Strikeouts and walks… There’s nothing very profound here. I guess everyone here now knows how important they are. It’s just that in the small role — one inning, close game — those things are magnified, and a pitcher’s value comes down, basically, to not walking people, and to striking them out.

So a guy like Reitsma, though he’s actually a good pitcher, you just can’t use him in the top roles, not on a good team, anyway. Even though his failures objectively don’t hurt the team very much (everyone blows some games, and you win some games after the save is blown) the magnification of the problem for a good team is going to cause things to get out of control.

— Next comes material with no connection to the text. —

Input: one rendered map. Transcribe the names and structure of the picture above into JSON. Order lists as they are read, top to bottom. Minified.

You know the phenomenon, not restricted to [HE WHO SHALL NOT BE NAMED], of the guy who pitches well in the closer role out of the spotlight, but who flops in the big time? I’m not discounting the psychological angle — heck, that’s a lot of what I’m talking about here — but another factor is simply that if a guy blows a few saves in Milwaukee, who cares? What’s the worst that can happen, they finish fourth instead of third? Ten games below .500 instead of six? Not only the pressure is magnified, the attention paid to the failure is, too. A guy who goes 40-47 in save opportunities for a team that loses 92 games has a good chance of being a token All Star, even if maybe ten of the saves were “tough saves”, and none of them is really a pressure situation.

So, back to Reitsma. I don’t think his head is messed up or anything. He’s pitching okay, it’s just that he’s not going to thrive in a closer role for a good team. He’s not really ideal for a setup man either, though you could do worse. I do think he could work as a starter, but maybe he can’t hold up there.

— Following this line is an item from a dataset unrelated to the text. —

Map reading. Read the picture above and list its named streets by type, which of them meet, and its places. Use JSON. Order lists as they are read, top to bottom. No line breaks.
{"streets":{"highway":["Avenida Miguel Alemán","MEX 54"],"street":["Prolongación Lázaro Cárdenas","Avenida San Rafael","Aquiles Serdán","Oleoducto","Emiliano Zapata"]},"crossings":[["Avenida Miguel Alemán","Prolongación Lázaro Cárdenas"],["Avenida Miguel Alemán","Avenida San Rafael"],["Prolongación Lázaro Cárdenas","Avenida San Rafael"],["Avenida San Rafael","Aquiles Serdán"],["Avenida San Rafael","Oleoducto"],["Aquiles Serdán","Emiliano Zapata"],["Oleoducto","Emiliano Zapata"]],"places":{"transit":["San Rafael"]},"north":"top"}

That doesn’t mean there’s no role for him. He’d be great in a middle relief role, particularly one where he’s the bridge to the back of the bullpen, pitching a lot in the sixth and seventh innings, maybe with a lot of long outings (nowadays, meaning anything more than an inning and a third) when you have a lead or the game is close, but the starter is knocked out early. With starters so often leaving the game before the seventh today, a reliable reliever who can make 40 appearances, 70 innings, most of them the sixth and seventh, that would help a lot.

But nobody does it! That’s the thing. They’re using more and more short relievers to bridge from the starter to the top guys. Your starter leaves after five, these days that means you’re going to use at least four pitchers, even if the game isn’t particularly close. And, of course, a lot of these pitchers are lousy.

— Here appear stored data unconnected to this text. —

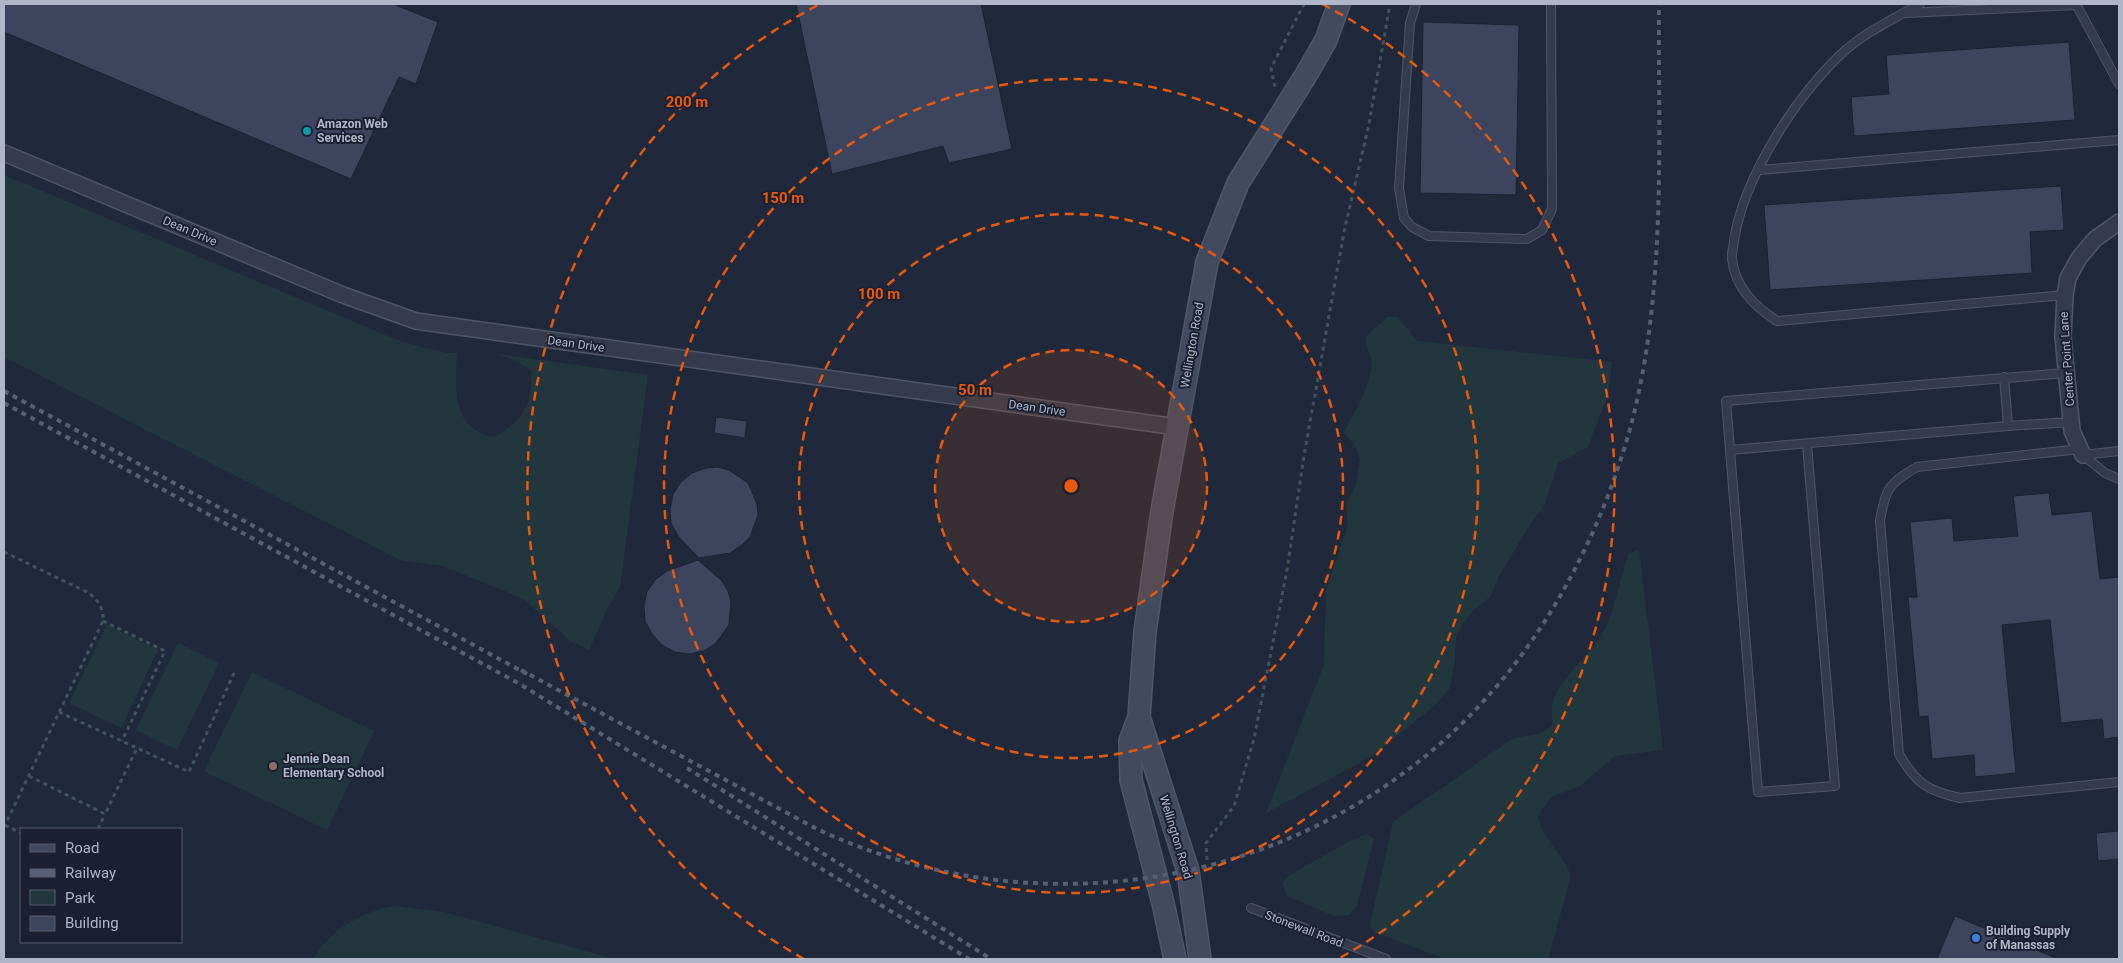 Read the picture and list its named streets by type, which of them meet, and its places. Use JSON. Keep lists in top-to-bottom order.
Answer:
{
  "streets": {
    "main road": ["Wellington Road"],
    "street": ["Dean Drive", "Center Point Lane"],
    "lane": ["Stonewall Road"]
  },
  "crossings": [
    ["Dean Drive", "Wellington Road"]
  ],
  "places": ["Amazon Web Services", "Jennie Dean Elementary School", "Building Supply of Manassas"],
  "legend": [
    "Road",
    "Railway",
    "Park",
    "Building"
  ],
  "rings": [
    "200 m",
    "150 m",
    "100 m",
    "50 m"
  ]
}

Teams don’t like to spend a lot of money on these guys. You can see why — most of the pitchers who fall into the job aren’t any good. But that’s largely because teams don’t focus on those innings. Anyone who does well there, he’s going to get promoted to the rotation or to the top roles in the pen, especially because most teams don’t have seven good pitchers.

Reitsma, frustrating as he is, might actually give the Braves a tactical advantage. He’s a good pitcher, really. He’s not a great pitcher, but in the role I’m talking about — 40 games, 70 innings, medium pressure situations — I think he’d thrive. He might win ten games a year in relief.

For a couple years. Then he’d get too expensive and the Yankees or Red Sox will give him a three year contract to set up. C’est la vie.